In the records below, find the line holding "function fillPath(path, color)" and the line holding "function strokePath(path, color, width, dash)". Set down both, with every line between them, exactly.

══ Information provided

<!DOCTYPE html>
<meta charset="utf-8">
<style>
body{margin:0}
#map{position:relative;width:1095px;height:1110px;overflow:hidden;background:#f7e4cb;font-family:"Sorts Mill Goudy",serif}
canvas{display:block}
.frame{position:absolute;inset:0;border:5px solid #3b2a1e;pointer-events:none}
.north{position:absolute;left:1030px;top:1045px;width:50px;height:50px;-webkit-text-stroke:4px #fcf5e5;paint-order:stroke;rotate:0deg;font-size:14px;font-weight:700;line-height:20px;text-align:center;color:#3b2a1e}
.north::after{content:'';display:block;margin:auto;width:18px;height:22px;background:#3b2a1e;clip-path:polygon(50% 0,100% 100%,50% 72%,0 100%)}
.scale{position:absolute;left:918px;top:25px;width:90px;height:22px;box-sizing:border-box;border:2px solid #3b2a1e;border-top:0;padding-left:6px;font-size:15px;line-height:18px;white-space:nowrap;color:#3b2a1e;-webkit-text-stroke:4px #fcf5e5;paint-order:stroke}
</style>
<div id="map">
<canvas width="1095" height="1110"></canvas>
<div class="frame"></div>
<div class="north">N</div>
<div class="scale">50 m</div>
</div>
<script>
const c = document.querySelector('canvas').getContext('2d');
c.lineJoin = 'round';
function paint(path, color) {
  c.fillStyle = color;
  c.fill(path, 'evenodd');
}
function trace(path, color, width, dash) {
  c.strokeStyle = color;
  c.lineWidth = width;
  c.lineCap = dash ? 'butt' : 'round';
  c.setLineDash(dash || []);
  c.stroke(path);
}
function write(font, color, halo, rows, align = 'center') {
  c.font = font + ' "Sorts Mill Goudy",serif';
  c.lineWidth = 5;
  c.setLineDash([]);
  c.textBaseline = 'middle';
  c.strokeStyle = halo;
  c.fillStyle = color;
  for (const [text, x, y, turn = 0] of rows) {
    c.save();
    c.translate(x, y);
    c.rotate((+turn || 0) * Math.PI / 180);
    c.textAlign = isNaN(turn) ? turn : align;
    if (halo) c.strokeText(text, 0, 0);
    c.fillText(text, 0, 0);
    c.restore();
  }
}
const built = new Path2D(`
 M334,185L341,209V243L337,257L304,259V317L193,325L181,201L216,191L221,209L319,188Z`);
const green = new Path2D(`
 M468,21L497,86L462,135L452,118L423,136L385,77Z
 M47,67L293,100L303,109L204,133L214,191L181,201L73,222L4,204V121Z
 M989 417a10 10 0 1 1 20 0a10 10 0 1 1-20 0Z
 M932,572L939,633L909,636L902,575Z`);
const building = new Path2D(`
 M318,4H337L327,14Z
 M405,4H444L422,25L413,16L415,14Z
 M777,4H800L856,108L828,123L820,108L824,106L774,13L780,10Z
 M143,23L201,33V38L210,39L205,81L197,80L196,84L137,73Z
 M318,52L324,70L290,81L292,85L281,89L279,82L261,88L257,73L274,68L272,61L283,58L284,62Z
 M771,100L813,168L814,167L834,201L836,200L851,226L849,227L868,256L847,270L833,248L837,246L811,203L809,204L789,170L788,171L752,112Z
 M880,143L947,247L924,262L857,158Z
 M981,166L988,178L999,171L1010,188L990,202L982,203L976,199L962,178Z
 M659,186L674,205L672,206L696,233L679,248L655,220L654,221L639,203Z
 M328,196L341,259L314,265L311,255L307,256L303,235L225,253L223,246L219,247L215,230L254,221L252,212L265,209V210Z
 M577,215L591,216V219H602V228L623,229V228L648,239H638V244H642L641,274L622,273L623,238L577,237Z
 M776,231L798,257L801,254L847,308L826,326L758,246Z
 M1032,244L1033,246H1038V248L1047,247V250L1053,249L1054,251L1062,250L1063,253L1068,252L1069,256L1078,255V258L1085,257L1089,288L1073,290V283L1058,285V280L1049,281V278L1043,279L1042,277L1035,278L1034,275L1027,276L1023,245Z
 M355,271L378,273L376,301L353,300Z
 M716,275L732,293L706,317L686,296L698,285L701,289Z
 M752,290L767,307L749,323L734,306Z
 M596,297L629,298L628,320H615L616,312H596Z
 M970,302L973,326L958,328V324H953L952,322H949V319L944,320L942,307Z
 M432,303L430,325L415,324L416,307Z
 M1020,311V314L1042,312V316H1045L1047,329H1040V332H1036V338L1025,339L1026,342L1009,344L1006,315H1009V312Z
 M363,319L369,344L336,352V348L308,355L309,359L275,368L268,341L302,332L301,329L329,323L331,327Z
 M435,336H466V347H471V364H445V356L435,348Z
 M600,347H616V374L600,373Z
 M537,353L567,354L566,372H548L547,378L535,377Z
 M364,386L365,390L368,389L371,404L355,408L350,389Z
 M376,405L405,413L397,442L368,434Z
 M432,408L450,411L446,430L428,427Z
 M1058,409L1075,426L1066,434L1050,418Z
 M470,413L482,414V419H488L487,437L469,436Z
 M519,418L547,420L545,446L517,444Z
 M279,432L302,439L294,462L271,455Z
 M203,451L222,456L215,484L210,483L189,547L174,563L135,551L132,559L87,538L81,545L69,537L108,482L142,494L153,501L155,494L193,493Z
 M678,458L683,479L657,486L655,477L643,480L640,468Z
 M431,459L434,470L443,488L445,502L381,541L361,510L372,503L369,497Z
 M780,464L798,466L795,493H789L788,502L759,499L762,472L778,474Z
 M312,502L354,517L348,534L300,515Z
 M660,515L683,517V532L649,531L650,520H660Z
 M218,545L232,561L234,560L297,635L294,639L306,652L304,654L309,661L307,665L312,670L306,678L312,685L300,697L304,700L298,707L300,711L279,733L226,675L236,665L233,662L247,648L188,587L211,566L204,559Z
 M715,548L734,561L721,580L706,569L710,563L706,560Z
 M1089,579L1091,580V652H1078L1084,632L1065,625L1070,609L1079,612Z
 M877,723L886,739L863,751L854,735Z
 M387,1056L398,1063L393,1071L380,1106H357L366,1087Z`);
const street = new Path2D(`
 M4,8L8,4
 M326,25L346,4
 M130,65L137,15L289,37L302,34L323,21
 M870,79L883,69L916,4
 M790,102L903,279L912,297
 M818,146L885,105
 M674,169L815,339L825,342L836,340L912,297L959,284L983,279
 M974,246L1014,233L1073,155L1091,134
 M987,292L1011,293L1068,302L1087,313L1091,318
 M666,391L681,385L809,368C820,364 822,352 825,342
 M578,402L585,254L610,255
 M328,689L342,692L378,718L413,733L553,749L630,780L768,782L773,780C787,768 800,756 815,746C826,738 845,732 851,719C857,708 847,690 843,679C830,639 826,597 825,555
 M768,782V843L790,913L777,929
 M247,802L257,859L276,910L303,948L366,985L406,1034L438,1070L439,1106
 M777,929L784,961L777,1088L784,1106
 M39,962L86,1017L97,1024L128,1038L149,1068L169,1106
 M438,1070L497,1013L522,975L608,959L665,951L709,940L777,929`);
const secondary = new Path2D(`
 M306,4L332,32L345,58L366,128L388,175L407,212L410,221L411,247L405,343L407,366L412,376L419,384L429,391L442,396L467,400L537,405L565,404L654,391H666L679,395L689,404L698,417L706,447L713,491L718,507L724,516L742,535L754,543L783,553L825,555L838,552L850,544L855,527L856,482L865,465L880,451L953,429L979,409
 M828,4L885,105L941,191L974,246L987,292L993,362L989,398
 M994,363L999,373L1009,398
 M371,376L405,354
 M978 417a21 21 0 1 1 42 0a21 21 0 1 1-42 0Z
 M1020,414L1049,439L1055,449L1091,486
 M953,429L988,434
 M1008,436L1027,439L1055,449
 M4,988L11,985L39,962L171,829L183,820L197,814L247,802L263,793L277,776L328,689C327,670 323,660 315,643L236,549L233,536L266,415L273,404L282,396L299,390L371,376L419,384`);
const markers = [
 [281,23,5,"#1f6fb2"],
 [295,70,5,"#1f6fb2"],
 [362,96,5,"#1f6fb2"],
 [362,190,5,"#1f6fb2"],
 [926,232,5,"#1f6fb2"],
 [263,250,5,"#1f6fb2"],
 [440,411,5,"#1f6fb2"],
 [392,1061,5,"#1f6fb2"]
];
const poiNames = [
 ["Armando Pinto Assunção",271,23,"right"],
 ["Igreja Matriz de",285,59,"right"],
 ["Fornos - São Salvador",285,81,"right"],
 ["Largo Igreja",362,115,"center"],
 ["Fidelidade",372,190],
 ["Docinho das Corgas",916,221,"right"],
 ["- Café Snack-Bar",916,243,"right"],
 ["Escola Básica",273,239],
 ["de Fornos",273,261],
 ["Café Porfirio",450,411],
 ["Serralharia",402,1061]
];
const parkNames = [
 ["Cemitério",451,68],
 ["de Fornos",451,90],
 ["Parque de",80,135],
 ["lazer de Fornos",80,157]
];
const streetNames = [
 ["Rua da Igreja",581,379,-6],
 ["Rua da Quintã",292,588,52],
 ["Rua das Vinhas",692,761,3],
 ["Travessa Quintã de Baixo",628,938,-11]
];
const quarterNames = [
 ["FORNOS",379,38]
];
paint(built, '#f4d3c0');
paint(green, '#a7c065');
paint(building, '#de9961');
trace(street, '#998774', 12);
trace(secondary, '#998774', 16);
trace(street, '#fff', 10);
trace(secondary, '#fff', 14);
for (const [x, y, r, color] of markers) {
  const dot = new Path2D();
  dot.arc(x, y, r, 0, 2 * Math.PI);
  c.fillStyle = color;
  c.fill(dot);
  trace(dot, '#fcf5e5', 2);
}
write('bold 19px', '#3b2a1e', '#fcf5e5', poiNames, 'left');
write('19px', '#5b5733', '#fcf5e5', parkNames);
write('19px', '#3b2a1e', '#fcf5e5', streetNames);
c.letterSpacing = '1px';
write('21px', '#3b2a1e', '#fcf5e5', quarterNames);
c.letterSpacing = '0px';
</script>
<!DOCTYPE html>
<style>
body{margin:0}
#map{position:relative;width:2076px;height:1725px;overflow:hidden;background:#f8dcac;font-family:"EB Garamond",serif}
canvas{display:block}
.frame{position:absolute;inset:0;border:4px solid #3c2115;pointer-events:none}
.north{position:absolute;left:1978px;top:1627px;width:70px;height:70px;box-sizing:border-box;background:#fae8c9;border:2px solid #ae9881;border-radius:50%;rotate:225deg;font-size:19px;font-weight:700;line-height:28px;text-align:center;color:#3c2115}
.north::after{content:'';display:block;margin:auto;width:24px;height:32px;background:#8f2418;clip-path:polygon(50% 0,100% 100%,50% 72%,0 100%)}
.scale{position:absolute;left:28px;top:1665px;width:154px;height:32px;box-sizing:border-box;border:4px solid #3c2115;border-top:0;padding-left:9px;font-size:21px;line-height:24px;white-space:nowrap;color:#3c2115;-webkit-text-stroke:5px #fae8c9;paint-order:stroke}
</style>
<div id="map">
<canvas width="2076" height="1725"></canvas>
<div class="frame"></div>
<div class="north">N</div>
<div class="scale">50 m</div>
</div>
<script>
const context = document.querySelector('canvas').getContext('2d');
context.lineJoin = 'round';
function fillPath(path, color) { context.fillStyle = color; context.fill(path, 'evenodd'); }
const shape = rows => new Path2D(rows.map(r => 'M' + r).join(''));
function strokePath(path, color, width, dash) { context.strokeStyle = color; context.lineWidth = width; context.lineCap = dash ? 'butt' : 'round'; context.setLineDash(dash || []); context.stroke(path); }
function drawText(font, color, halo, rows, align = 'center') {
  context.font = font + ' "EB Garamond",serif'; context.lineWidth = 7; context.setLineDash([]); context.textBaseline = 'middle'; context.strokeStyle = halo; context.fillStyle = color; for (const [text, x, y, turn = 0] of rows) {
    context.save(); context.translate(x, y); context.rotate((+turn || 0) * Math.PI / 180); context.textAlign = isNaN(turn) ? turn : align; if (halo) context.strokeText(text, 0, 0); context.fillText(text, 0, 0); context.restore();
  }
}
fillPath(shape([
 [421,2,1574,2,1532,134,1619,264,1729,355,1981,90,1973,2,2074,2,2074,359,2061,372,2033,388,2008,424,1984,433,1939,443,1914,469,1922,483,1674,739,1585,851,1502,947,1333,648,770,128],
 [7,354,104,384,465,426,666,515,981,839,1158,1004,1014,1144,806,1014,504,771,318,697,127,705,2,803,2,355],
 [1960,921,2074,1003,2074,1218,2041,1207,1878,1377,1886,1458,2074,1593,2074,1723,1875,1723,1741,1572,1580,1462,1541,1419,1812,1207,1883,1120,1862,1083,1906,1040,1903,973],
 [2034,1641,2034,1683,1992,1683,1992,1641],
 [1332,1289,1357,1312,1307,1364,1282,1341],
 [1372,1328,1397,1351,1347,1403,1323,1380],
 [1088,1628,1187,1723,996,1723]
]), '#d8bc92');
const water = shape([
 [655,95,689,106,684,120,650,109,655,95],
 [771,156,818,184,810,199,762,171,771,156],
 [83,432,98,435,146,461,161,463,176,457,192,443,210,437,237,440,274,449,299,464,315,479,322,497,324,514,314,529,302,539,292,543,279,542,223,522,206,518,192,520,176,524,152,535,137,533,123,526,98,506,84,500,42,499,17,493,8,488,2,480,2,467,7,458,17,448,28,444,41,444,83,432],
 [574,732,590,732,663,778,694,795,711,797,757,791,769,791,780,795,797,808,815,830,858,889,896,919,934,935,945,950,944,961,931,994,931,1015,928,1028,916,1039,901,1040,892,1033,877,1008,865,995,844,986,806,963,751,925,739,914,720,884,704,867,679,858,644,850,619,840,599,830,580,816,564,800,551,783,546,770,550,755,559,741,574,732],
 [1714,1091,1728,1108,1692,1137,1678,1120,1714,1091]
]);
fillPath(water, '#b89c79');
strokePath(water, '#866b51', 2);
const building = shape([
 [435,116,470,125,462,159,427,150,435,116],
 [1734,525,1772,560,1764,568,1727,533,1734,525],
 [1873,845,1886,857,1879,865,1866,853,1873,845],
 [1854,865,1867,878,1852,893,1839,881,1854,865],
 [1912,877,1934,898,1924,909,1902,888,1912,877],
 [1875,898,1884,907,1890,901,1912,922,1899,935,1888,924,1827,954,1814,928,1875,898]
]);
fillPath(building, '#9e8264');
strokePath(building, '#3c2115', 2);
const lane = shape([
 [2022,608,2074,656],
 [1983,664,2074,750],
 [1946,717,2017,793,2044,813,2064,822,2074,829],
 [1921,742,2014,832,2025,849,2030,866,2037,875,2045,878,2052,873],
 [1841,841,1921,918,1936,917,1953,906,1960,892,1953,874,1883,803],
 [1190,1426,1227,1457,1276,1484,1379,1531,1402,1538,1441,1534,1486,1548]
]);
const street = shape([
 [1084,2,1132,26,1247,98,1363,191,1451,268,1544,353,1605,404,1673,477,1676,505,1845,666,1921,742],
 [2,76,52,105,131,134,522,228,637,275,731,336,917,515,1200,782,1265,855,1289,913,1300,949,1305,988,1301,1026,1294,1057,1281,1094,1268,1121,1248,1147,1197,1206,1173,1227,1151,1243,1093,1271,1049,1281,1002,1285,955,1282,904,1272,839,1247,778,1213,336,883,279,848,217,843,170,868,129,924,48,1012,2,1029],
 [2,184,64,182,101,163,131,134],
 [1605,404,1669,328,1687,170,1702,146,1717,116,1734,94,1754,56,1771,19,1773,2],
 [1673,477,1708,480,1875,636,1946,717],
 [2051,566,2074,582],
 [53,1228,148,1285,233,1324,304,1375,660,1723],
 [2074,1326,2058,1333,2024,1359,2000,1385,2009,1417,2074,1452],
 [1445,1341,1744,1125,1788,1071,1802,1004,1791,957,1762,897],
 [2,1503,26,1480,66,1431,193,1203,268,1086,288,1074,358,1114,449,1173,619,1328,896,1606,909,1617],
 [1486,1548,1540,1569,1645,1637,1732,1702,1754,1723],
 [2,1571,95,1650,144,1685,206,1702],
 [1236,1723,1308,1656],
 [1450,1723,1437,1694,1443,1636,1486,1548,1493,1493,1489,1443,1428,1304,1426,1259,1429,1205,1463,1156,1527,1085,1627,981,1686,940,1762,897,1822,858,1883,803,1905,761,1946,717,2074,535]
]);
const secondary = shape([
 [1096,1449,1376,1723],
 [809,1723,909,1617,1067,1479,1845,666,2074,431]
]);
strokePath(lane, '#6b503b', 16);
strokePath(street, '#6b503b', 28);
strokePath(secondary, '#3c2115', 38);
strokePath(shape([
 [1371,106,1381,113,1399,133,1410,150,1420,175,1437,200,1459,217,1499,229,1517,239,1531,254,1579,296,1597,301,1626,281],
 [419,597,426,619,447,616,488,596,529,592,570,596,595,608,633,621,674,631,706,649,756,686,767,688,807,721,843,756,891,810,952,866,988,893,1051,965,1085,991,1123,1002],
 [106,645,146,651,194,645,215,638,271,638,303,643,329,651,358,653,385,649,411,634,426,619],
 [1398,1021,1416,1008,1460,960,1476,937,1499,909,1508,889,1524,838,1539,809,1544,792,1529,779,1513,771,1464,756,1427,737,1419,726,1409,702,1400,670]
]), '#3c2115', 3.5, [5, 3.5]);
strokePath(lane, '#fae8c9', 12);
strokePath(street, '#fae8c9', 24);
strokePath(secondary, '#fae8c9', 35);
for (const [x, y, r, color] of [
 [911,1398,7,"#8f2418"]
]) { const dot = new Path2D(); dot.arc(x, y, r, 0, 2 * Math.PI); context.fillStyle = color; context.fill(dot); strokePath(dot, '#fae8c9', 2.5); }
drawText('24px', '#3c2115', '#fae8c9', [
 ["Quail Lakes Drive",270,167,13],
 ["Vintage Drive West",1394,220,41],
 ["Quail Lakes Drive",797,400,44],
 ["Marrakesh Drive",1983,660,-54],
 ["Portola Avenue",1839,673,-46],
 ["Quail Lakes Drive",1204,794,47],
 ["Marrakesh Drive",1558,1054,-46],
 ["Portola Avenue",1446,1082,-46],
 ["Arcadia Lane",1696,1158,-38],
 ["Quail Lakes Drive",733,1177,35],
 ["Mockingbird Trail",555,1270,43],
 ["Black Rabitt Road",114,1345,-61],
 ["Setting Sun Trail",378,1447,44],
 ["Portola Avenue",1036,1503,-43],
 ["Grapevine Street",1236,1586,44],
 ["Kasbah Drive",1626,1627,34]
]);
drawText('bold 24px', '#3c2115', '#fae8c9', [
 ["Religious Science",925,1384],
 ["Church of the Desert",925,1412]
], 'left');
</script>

════

**Exercise answer**
function fillPath(path, color) { context.fillStyle = color; context.fill(path, 'evenodd'); }
const shape = rows => new Path2D(rows.map(r => 'M' + r).join(''));
function strokePath(path, color, width, dash) { context.strokeStyle = color; context.lineWidth = width; context.lineCap = dash ? 'butt' : 'round'; context.setLineDash(dash || []); context.stroke(path); }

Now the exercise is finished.